Pictures are to be left out, and every entry repeated exactly.
MATERIAL TO PROCESS Block Start
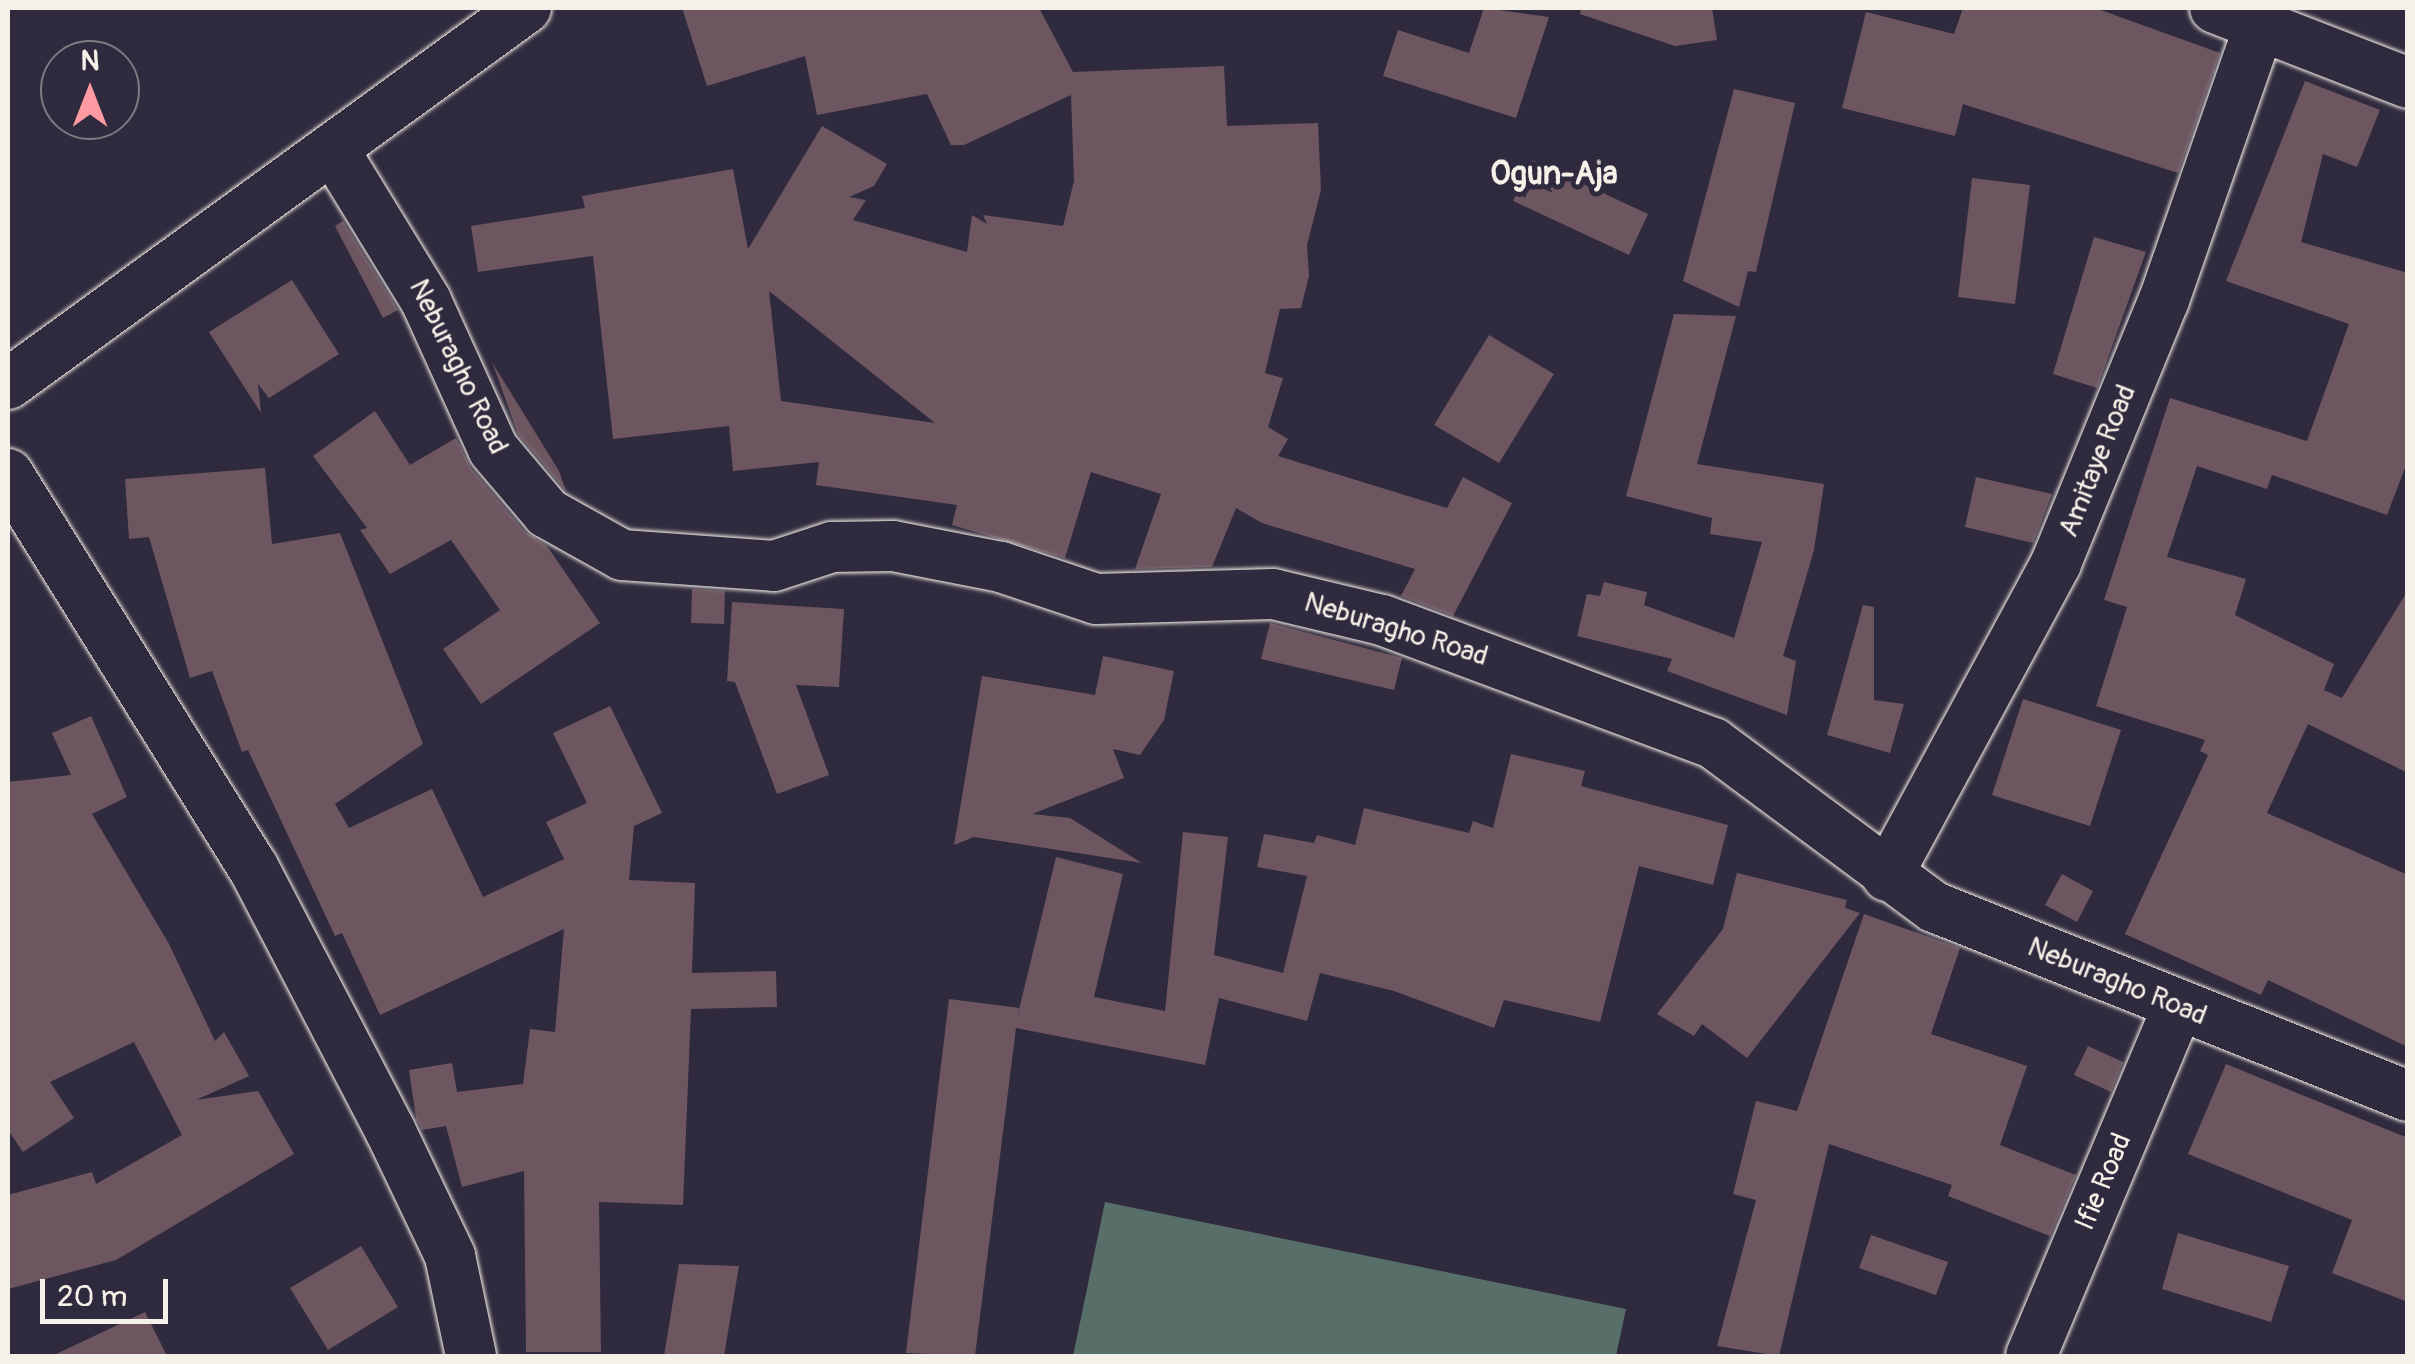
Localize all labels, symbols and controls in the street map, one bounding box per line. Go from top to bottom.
north arrow [40,40,140,140]
text: N [81,44,99,79]
district label: Ogun-Aja [1490,155,1618,193]
street label: Neburagho Road [401,274,515,460]
street label: Amitaye Road [2052,380,2144,542]
street label: Neburagho Road [1300,586,1492,674]
street label: Neburagho Road [2023,931,2211,1033]
street label: Ifie Road [2069,1128,2139,1236]
scale bar [45,1259,172,1321]
text: 20 m [57,1278,127,1315]

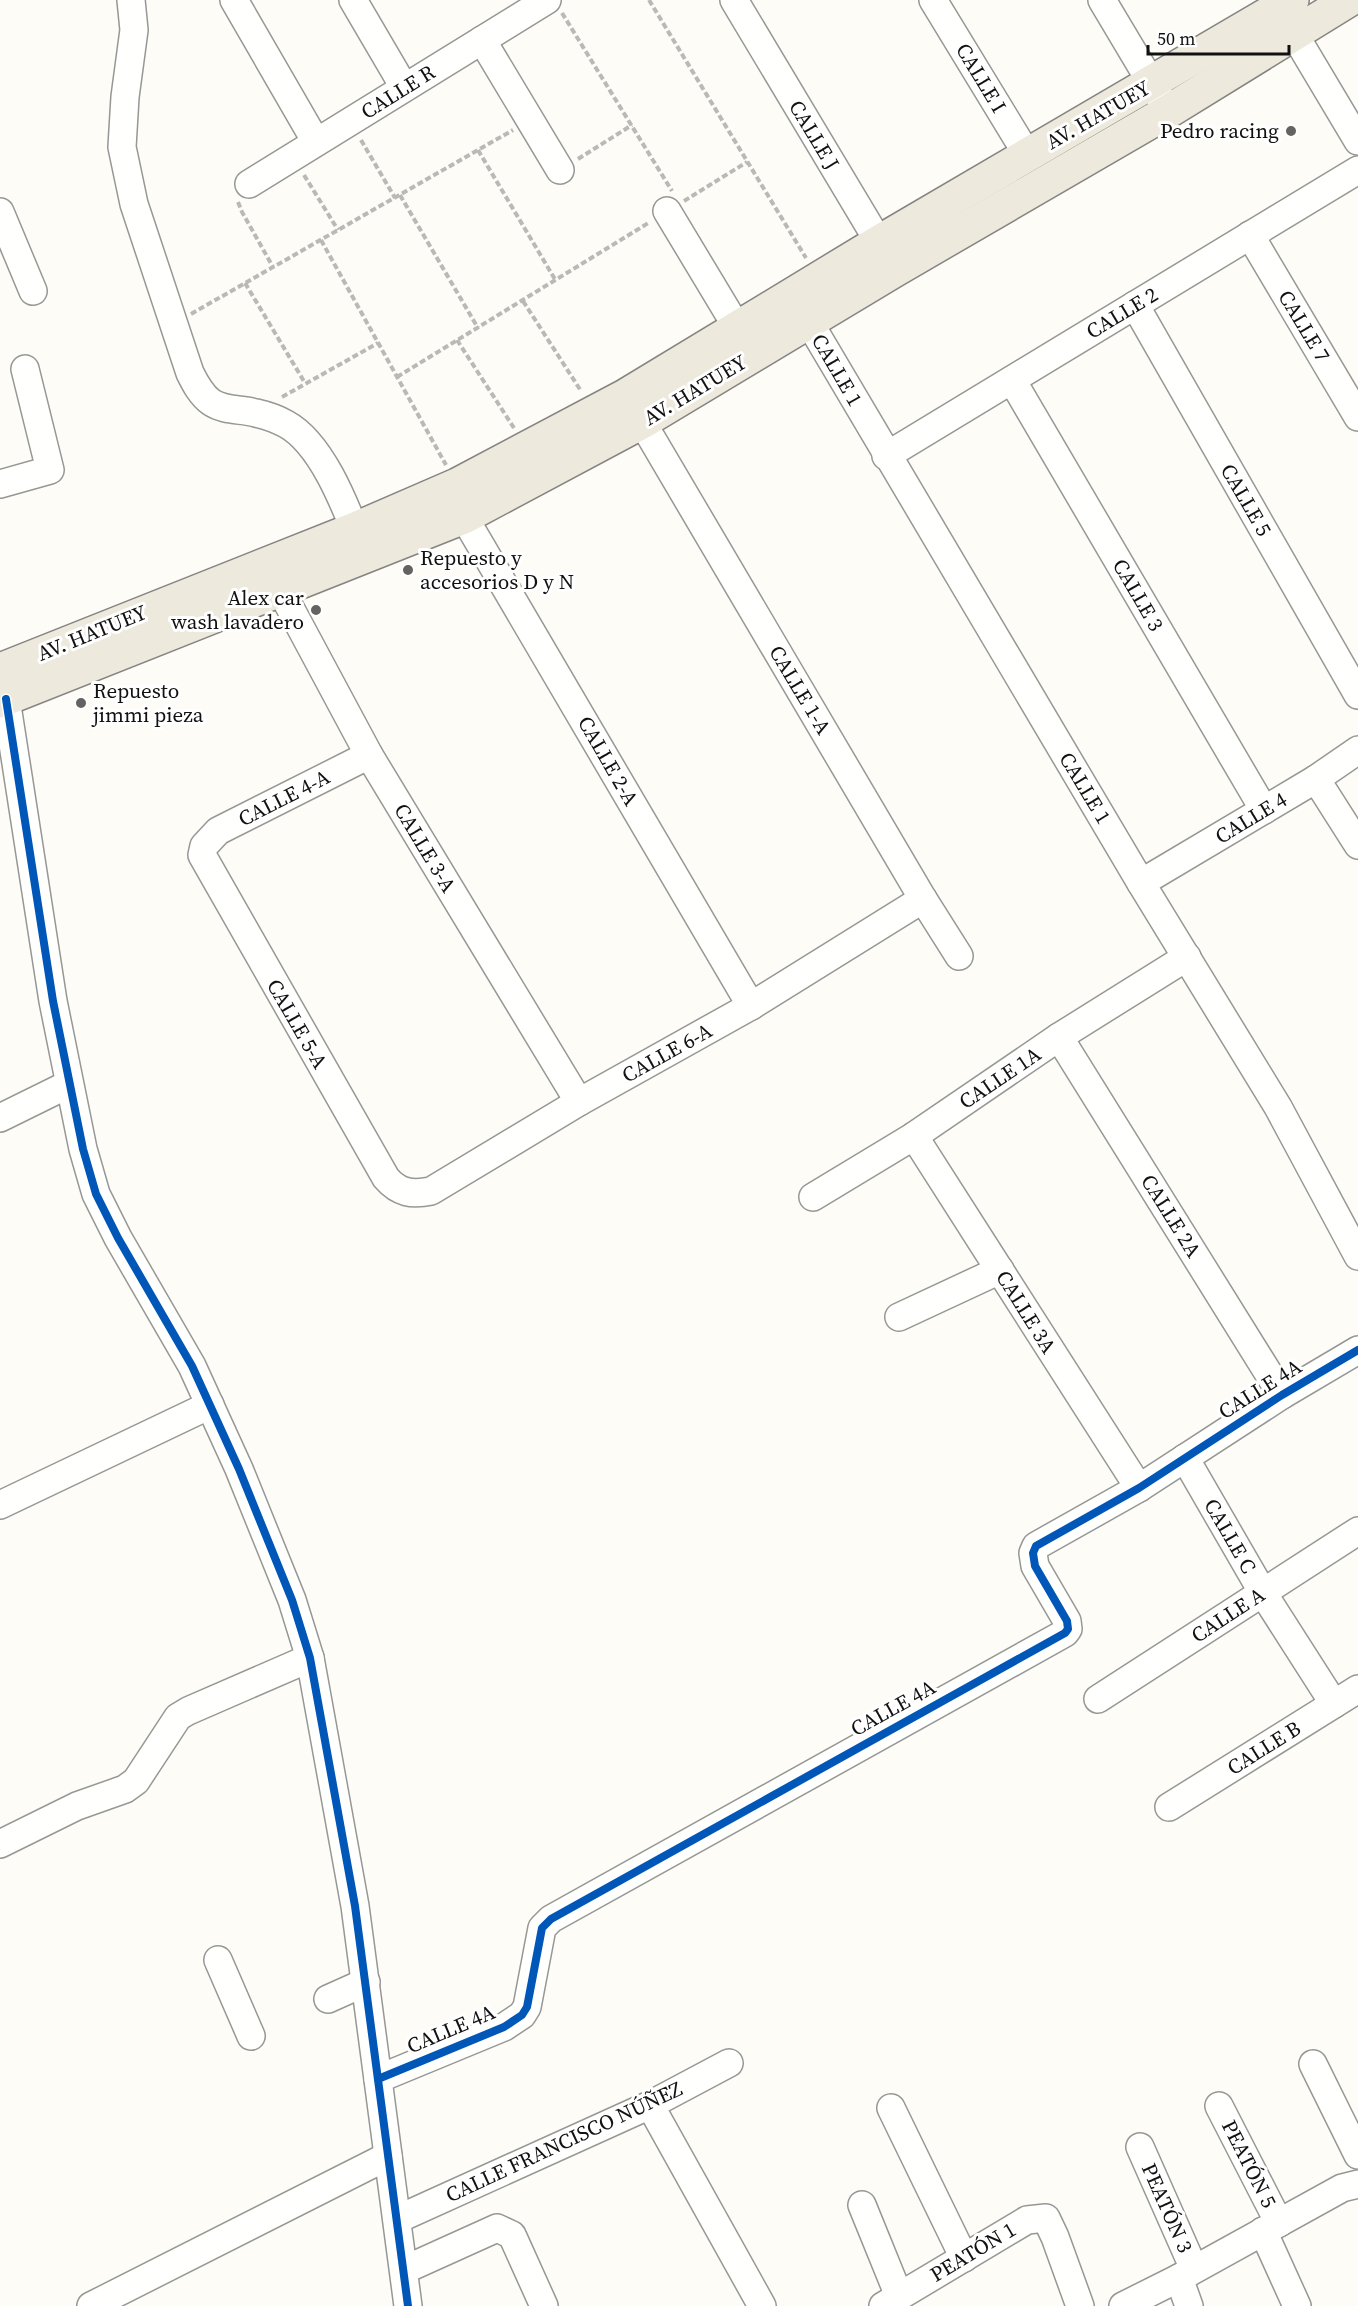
MATERIAL TO PROCESS Block End
> **ANSWER BOX**:
Localize all labels, symbols and controls in the street map, one bounding box per line. Go from top to bottom.
north arrow [40,40,140,140]
text: N [81,44,99,79]
district label: Ogun-Aja [1490,155,1618,193]
street label: Neburagho Road [401,274,515,460]
street label: Amitaye Road [2052,380,2144,542]
street label: Neburagho Road [1300,586,1492,674]
street label: Neburagho Road [2023,931,2211,1033]
street label: Ifie Road [2069,1128,2139,1236]
scale bar [45,1259,172,1321]
text: 20 m [57,1278,127,1315]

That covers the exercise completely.